Remote sensing of the ocean

Measurements of ocean properties from space that use radar or other techniques are generally influenced by ocean waves. Remote sensing is also a way to measure wave properties. IOWAGA uses satellite data to provide a validation for the numerical model results, but also provides parameters, derived from these models, that can be used to correct for wave effects in measurements of sea surface salinity, winds, sea level ...

Infragravity waves and satellite altimetry

"Infragravity waves" are are long gravity waves with periods of 30 to 300 s and wavelengths that typically range from 1 to 50 km in the deep ocean. Their amplitude in the open ocean can be larger than 1 cm, thus contributing to the measured sea level fluctuations that can be measured from space. We are developping a global numerical model of these "IG waves" as part of the preparation for the SWOT mission in order to help
define the measurement errors for ocean currents.

Icebergs and waves

Following the first full map of small iceberg distribution in the Southern Ocean by Tournadre et al. (2008), it was realized that it looked very much like the pattern of errors in the wave model. So what happens to waves in an iceberg field?
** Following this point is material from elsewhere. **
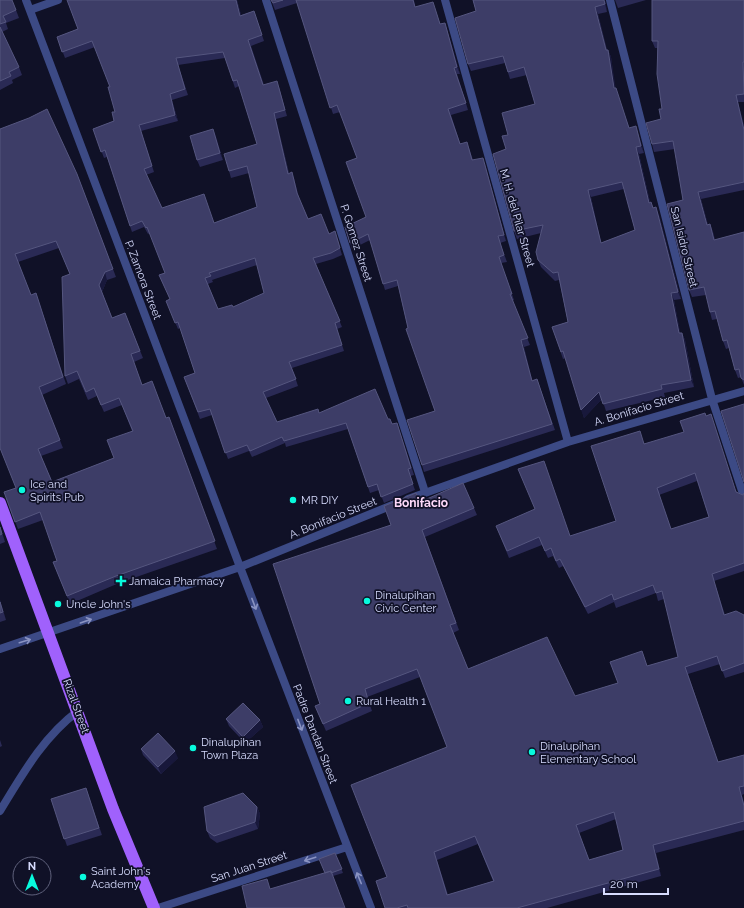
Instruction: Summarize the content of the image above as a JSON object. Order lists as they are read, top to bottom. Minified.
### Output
{"streets":{"main road":["Rizal Street"],"street":["M. H. del Pilar Street","P. Gomez Street","San Isidro Street","P. Zamora Street","A. Bonifacio Street","Padre Dandan Street","San Juan Street"]},"crossings":[["M. H. del Pilar Street","A. Bonifacio Street"],["P. Gomez Street","A. Bonifacio Street"],["San Isidro Street","A. Bonifacio Street"],["P. Zamora Street","A. Bonifacio Street"],["P. Zamora Street","Padre Dandan Street"],["A. Bonifacio Street","Rizal Street"],["A. Bonifacio Street","Padre Dandan Street"],["Padre Dandan Street","San Juan Street"]],"one_way":["San Juan Street"],"districts":["Bonifacio"],"places":{"other":["Ice and Spirits Pub","MR DIY","Dinalupihan Civic Center","Uncle John's","Rural Health 1","Dinalupihan Town Plaza","Dinalupihan Elementary School","Saint John's Academy"],"health":["Jamaica Pharmacy"]},"scale_bar":"20 m","north":"top"}
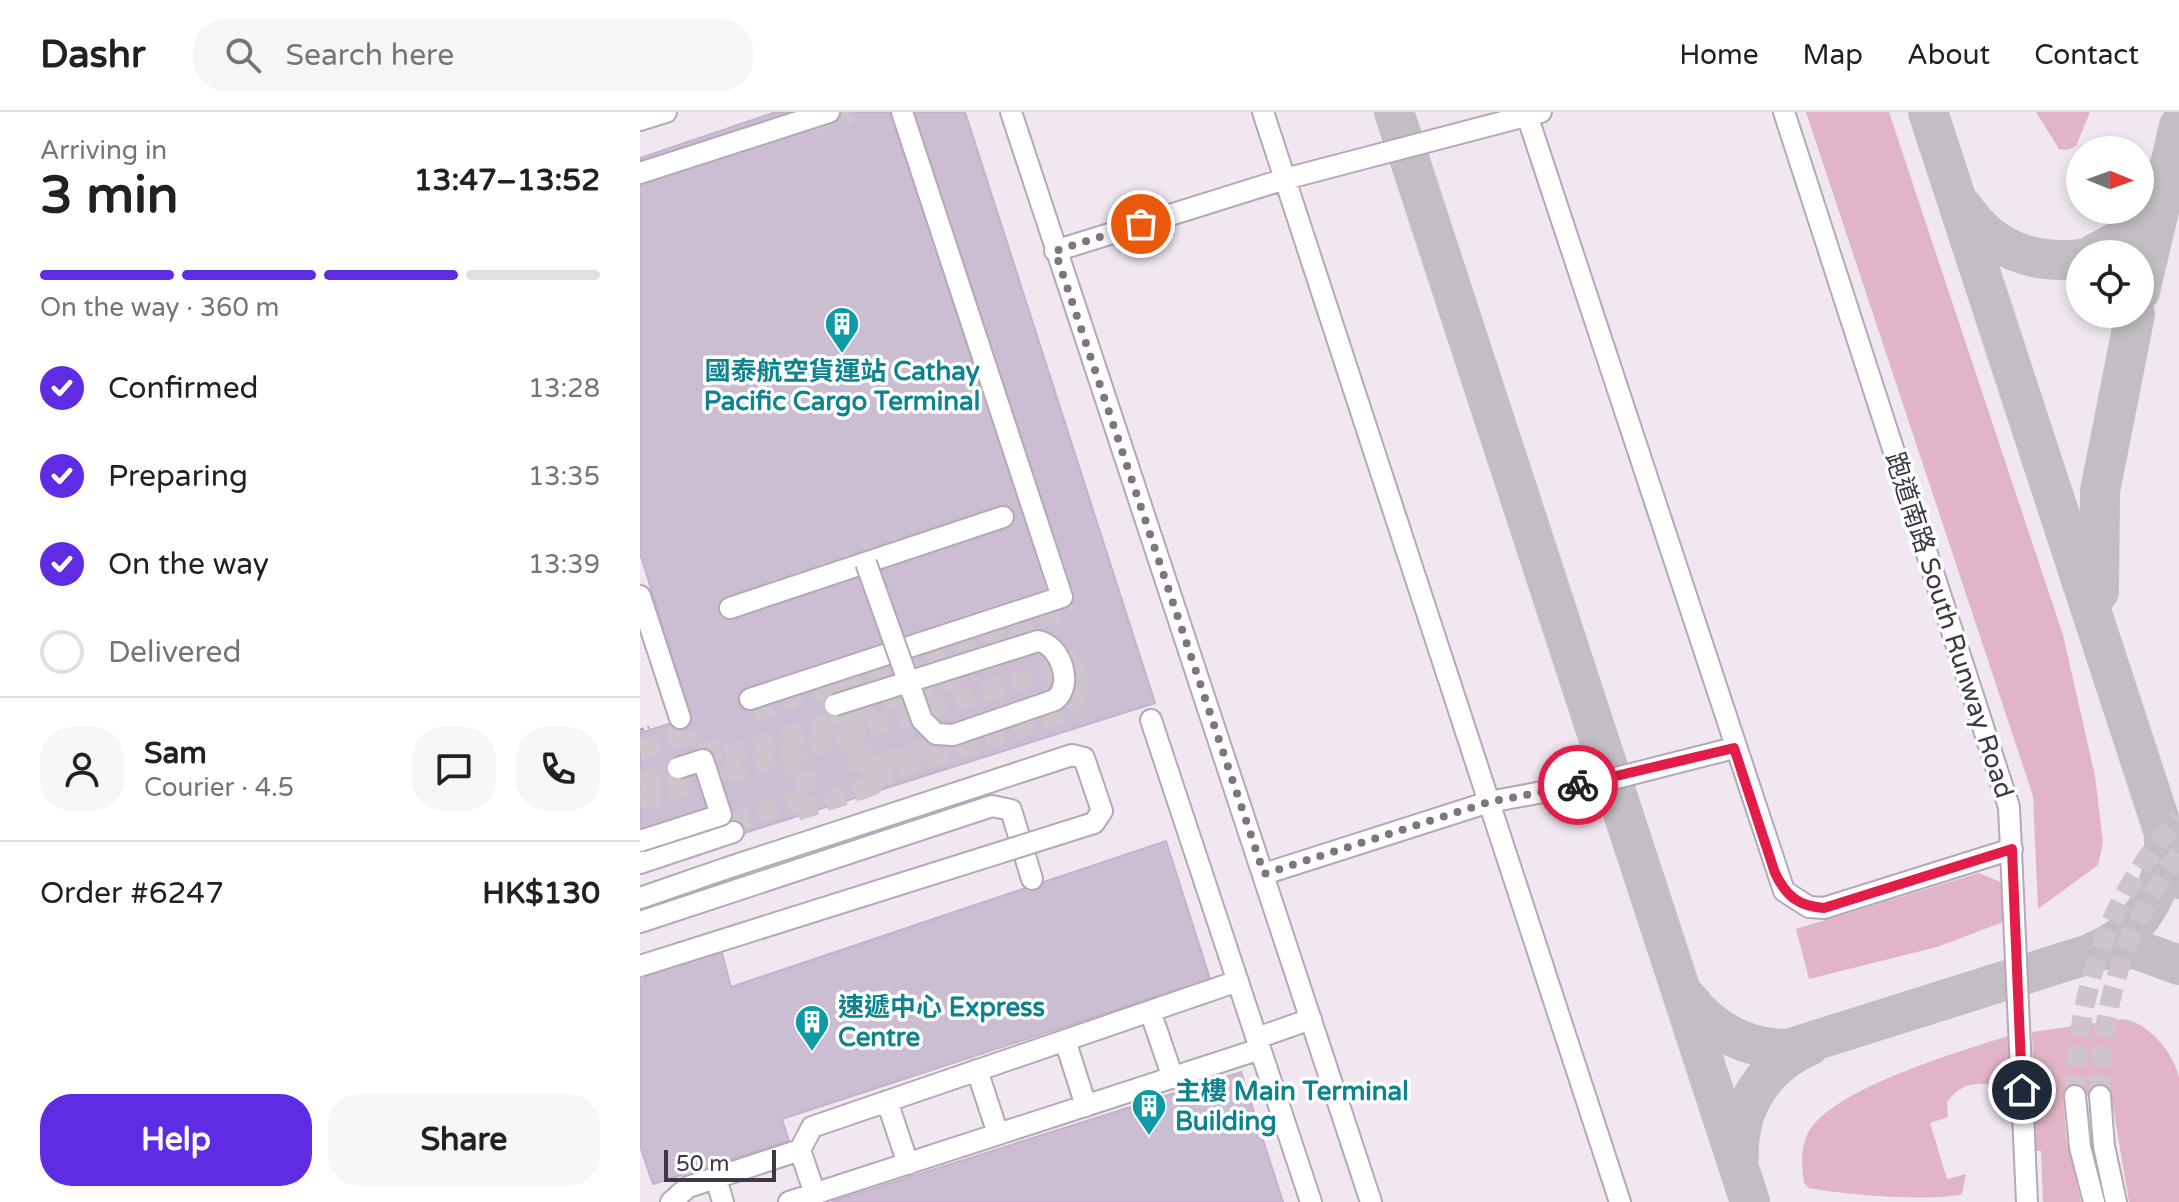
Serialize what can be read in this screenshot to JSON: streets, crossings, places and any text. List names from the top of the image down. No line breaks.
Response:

Well, if the berg is big enough, they just get blocked and partially reflected, like waves smashing against breakwaters in coastal areas. The only difference is that our breakwaters are made of ice and they drift and melt slowly. Actually the icebergs lose 'bergy bits' due to the pounding of waves on their sides.
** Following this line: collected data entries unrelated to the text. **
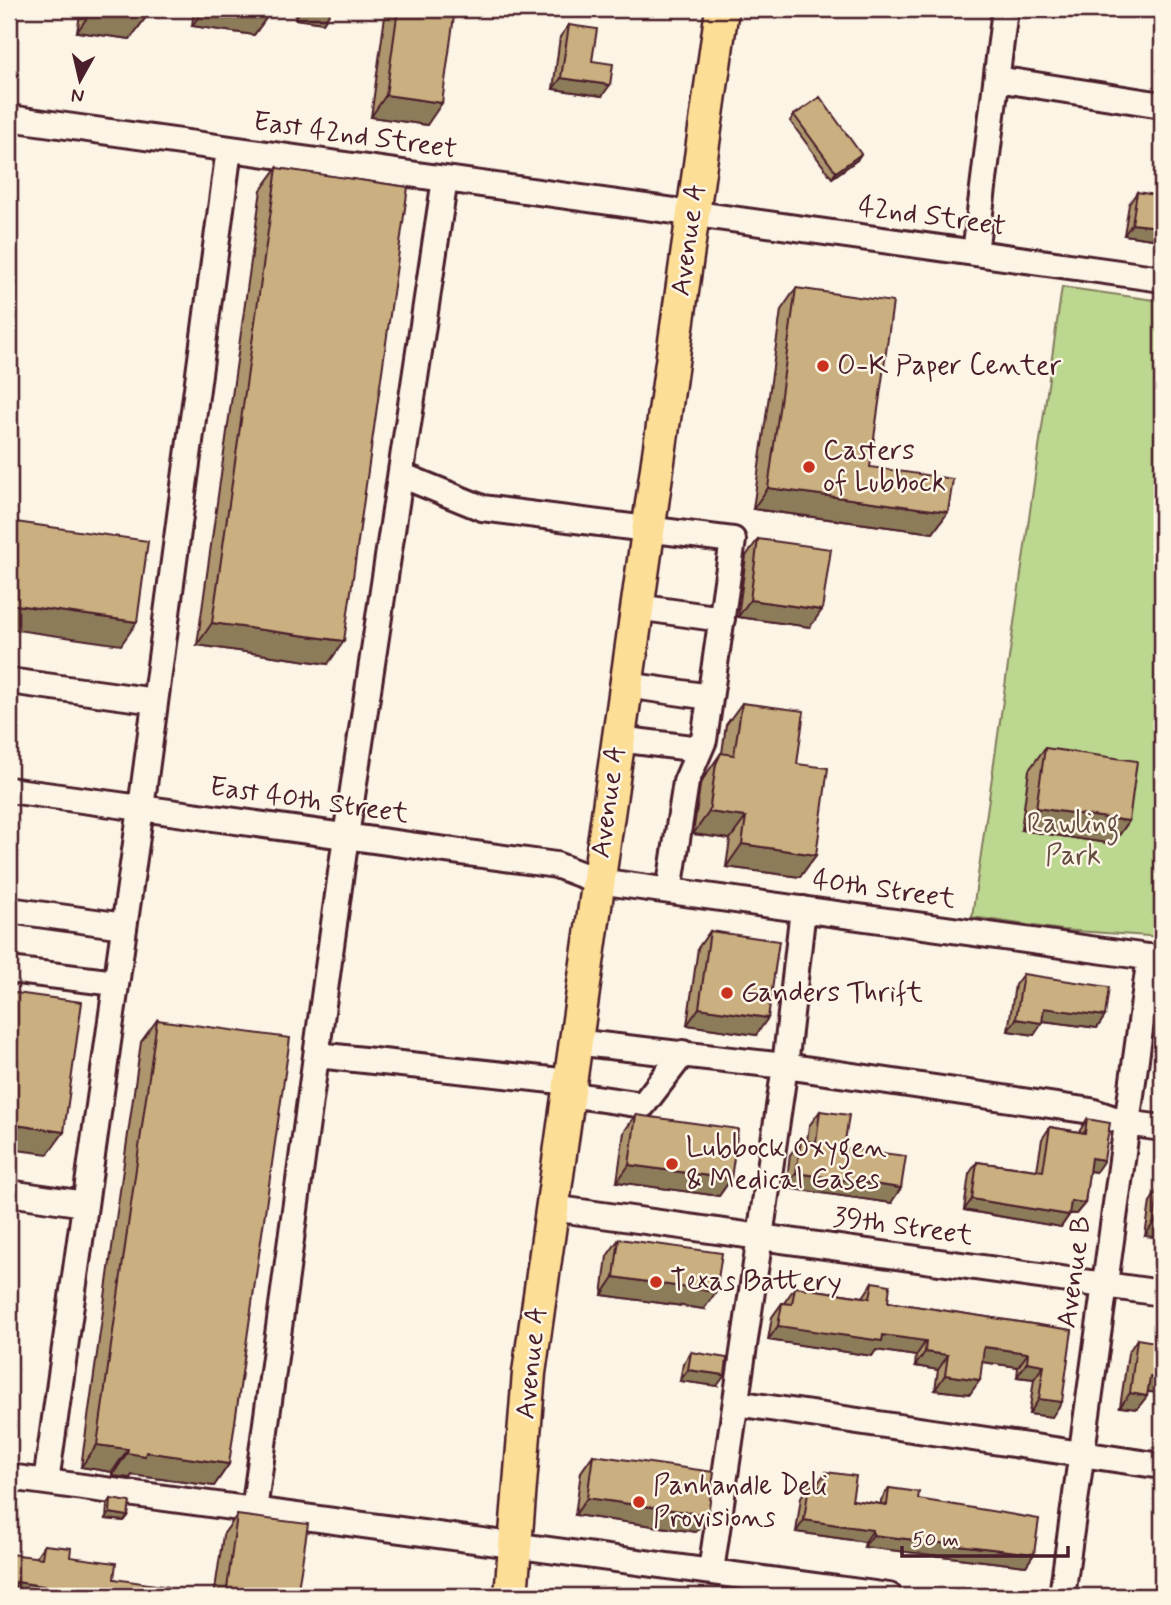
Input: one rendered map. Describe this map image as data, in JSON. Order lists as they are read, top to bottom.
{
  "streets": {
    "main road": ["Avenue A"],
    "street": [
      "East 42nd Street",
      "42nd Street",
      "East 40th Street",
      "40th Street",
      "39th Street",
      "Avenue B"
    ]
  },
  "crossings": [
    ["East 42nd Street", "42nd Street"],
    ["East 42nd Street", "Avenue A"],
    ["42nd Street", "Avenue A"],
    ["Avenue A", "East 40th Street"],
    ["Avenue A", "40th Street"],
    ["Avenue A", "39th Street"],
    ["East 40th Street", "40th Street"],
    ["40th Street", "Avenue B"],
    ["39th Street", "Avenue B"]
  ],
  "parks": ["Rawling Park"],
  "places": [
    "O-K Paper Center",
    "Casters of Lubbock",
    "Ganders Thrift",
    "Lubbock Oxygen & Medical Gases",
    "Texas Battery",
    "Panhandle Deli Provisions"
  ],
  "scale_bar": "50 m",
  "north": "bottom"
}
Jean Tournadre was brave enough to process the 2002-2009 archive of Jason-1 satellite data to detect icebergs in the altimeter signal. These detection provided statistics of iceberg positions and sizes, for icebergs with diameters between 500 m and 4 km. Of course there are also much bigger icebergs and their positions are known because they are easily tracked by other means. However, these giant icebergs are less numerous and should have, except very locally, a smaller impact on ocean waves.

This information about icebergs was then introduced in the numerical wave model WAVEWATCH III® which is developed jointly with NOAA/NCEP.